As you see, the population standard deviation result for the numbers 3, 4, 9, 14, 22.5, 1, 3.2, 0.3, 2, and 19 using STDEV.P and STDEVPA Excel functions is identical, respectively 7.59.
Sample Standard Deviation With Excel
Excel offers us two functions to calculate the sample standard deviation, respectively STDEV.S and STDEVA.
As with most cases in research, collecting data from an entire population would not only be expensive but extremely tedious. Fortunately for us, we can sample a large population and use the following formula to extract the sample standard deviation:
s=\sqrt{\frac{\sum\left(x_{i}-\bar{x}\right)^{2}}{N-1}}Where:
s = symbol for sample standard deviation
Σ = sum of the following terms
xi = every point in the dataset (observation or member of the population).
x̄ = sample mean
N-1 = the number of values in the sample minus 1
At a glance, we can observe that the population and sample standard deviation equations have quite a bit in common, the exceptions being the symbol used for sample standard deviation (s), the mean of the sample (x̄), and the number of members in the sample (N – 1).

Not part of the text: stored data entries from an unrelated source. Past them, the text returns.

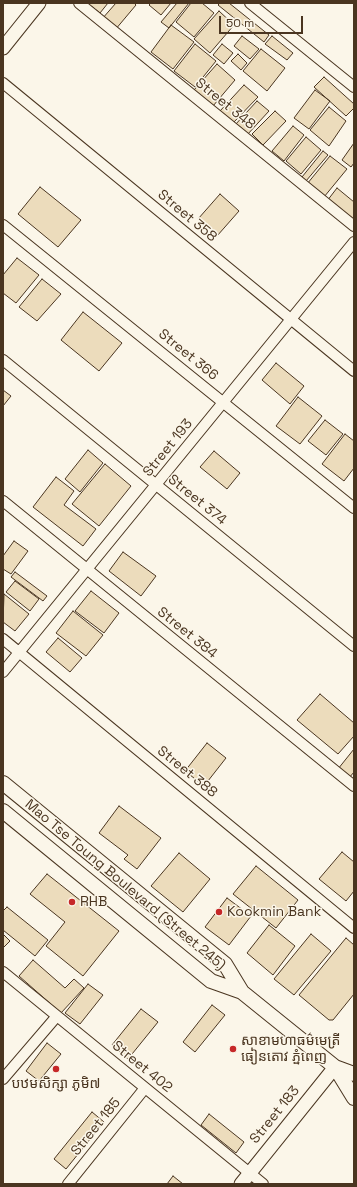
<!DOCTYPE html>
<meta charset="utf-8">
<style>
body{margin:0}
#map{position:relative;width:357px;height:1187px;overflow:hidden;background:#fbf6e9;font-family:"Space Grotesk",sans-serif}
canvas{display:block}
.frame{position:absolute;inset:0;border:4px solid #4a3520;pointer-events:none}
.scale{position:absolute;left:219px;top:16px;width:84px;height:18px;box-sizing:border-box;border:2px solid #4a3520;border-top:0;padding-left:5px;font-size:12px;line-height:14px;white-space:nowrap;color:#4a3520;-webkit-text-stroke:3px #fbf6e9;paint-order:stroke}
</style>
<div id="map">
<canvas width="357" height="1187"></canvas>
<div class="frame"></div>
<div class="scale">50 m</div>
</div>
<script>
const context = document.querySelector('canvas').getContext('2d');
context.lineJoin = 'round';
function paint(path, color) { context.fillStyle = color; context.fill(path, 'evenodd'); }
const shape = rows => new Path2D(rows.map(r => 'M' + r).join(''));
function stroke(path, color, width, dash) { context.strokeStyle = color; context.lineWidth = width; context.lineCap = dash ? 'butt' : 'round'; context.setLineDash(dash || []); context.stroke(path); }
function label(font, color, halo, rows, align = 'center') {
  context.font = font + ' "Space Grotesk","Noto Sans Khmer",sans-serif'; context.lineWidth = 3; context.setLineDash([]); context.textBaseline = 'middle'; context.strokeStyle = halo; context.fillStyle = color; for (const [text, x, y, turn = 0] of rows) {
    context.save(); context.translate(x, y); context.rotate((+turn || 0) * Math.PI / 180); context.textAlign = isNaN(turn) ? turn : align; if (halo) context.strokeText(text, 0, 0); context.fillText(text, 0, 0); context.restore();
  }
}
const building = shape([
 [87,3,108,3,100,13,87,3],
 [116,3,134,3,136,5,115,30,102,19,116,3],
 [151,3,171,3,161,15,149,5,151,3],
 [177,3,189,3,169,28,161,22,177,3],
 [191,3,202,3,214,13,194,37,176,22,191,3],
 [220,3,229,3,269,35,264,42,218,5,220,3],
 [219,11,234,25,210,53,194,39,219,11],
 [171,25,194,42,173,69,151,52,171,25],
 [242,36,259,49,250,59,234,46,242,36],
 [272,36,293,53,287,60,265,44,272,36],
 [195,44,216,61,195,87,174,71,195,44],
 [222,44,233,53,224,64,213,55,222,44],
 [261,49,285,68,267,91,243,71,261,49],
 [238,54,247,63,241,70,231,61,238,54],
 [217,64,235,80,213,106,194,90,217,64],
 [324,77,354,104,354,108,346,116,314,87,324,77],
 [244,85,258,97,233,123,220,111,244,85],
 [315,90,330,101,309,129,294,118,315,90],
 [257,101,269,111,247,135,235,125,257,101],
 [329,107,346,121,329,146,310,130,329,107],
 [275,111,286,121,263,145,252,134,275,111],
 [293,126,304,135,284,161,272,151,293,126],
 [306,137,321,150,301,174,286,161,306,137],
 [354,143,354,163,351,167,342,160,354,143],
 [323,151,328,155,306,181,302,177,323,151],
 [330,156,347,169,324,197,307,184,330,156],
 [40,187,81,220,58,247,18,214,40,187],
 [337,188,354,202,354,222,327,201,337,188],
 [220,194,239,211,217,236,198,219,220,194],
 [17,258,39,275,16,303,3,293,3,275,17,258],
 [42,279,61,294,37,321,19,307,42,279],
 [83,312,122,343,99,371,61,340,83,312],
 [276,363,304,386,290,404,262,380,276,363],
 [3,390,11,396,3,406,3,390],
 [298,397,322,416,300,444,276,426,298,397],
 [325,420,343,434,326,455,308,441,325,420],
 [345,434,354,441,354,468,344,481,322,464,345,434],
 [88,450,103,463,80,492,65,479,88,450],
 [214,451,240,473,227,489,200,467,214,451],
 [105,464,131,486,99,526,72,504,105,464],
 [56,477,74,491,64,505,96,529,83,546,33,507,56,477],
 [14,541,28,551,11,574,3,569,3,556,14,541],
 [123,552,156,576,141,596,109,571,123,552],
 [15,572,47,596,43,601,11,577,15,572],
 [15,581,39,599,30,611,6,592,15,581],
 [91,591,119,613,104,633,75,611,91,591],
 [4,594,29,614,15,631,3,622,4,594],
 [73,611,103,635,86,656,56,633,73,611],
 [58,638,82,658,70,672,46,652,58,638],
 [320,694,354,723,354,736,338,754,297,720,320,694],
 [207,743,226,758,204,786,185,771,207,743],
 [354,749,354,772,349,778,338,769,354,749],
 [119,806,161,838,137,869,124,859,128,855,99,833,119,806],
 [342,852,354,862,354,891,346,901,319,879,342,852],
 [179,853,210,879,183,912,151,886,179,853],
 [256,866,298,900,276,928,233,894,256,866],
 [47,874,119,931,83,976,46,946,65,922,30,894,47,874],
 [227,898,251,916,229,945,205,927,227,898],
 [7,907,48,940,35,956,3,930,3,911,7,907],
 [269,925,295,946,273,975,247,953,269,925],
 [3,934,10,941,3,948,3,934],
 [311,934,331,951,294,995,274,979,311,934],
 [346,938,354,945,354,994,333,1020,329,1020,299,995,346,938],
 [33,960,65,988,74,979,84,988,61,1013,19,976,33,960],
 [88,984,103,995,80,1024,65,1013,88,984],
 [212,1005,225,1015,195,1052,183,1042,212,1005],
 [141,1009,158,1022,128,1059,112,1045,141,1009],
 [47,1043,61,1054,39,1081,26,1071,47,1043],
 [92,1112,104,1122,66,1169,54,1159,92,1112],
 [209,1114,244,1142,236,1153,201,1125,209,1114],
 [173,1176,183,1184,167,1184,173,1176]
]);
paint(building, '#ecdcbc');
stroke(building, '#4a3520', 1);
const minor = shape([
 [79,3,354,226],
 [250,3,354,87],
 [3,83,354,371],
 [3,225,354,508],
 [3,360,354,646],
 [3,501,354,786],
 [3,639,354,928],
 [3,672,354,242],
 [3,972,263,1184],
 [3,1079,57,1016],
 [68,1184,145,1088]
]);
const tertiary = shape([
 [3,48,39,3],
 [241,1184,335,1067]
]);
const secondary = shape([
 [3,783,225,964,242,992,335,1067,354,1074],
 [3,811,211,981,242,992],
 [335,1067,354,1098]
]);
stroke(minor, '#4a3520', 12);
stroke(tertiary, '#4a3520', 15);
stroke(secondary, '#4a3520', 16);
stroke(minor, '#fbf6e9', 10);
stroke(tertiary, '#fbf6e9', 13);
stroke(secondary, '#fbf6e9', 14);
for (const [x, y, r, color] of [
 [72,902,4,"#c62828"],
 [219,912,4,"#c62828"],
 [233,1049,4,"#c62828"],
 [56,1069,4,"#c62828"]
]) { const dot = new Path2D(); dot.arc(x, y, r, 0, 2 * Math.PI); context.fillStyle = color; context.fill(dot); stroke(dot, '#fbf6e9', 1.5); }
label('14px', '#4a3520', '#fbf6e9', [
 ["Street 348",225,104,39],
 ["Street 358",187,216,40],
 ["Street 366",188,355,39],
 ["Street 193",168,448,-51],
 ["Street 374",197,500,39],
 ["Street 384",187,633,39],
 ["Street 388",187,772,39],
 ["Mao Tse Toung Boulevard (Street 245)",125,885,40],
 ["Street 402",142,1067,39],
 ["Street 183",275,1115,-51],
 ["Street 185",96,1127,-51]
]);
label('14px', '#4a3520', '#fbf6e9', [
 ["RHB",80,902],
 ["Kookmin Bank",227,912],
 ["សាខាមហាធម៌មេត្រី",241,1041],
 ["ធៀនតោវ ភ្នំពេញ",241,1057],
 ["បឋមសិក្សា ភូមិ៧",56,1084,"center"]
], 'left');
</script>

Next, let us see how we can find the sample standard deviation for the set of numbers 3, 4, 9, 14, 22.5, 1, 3.2, 0.3, 2, and 19 using the STDEV.S and STDEVA functions in Excel.
- The STDEV.S Function
The STDEV.S sample standard deviation formula in Excel has the following syntax:
=STDEV.S(data array)
- Click on an empty cell in the Excel worksheet and select the Insert Function (fx) indicator:
- Search for the STDEV.S function in the Insert Function window, select it then click the Go button. Finally, press OK.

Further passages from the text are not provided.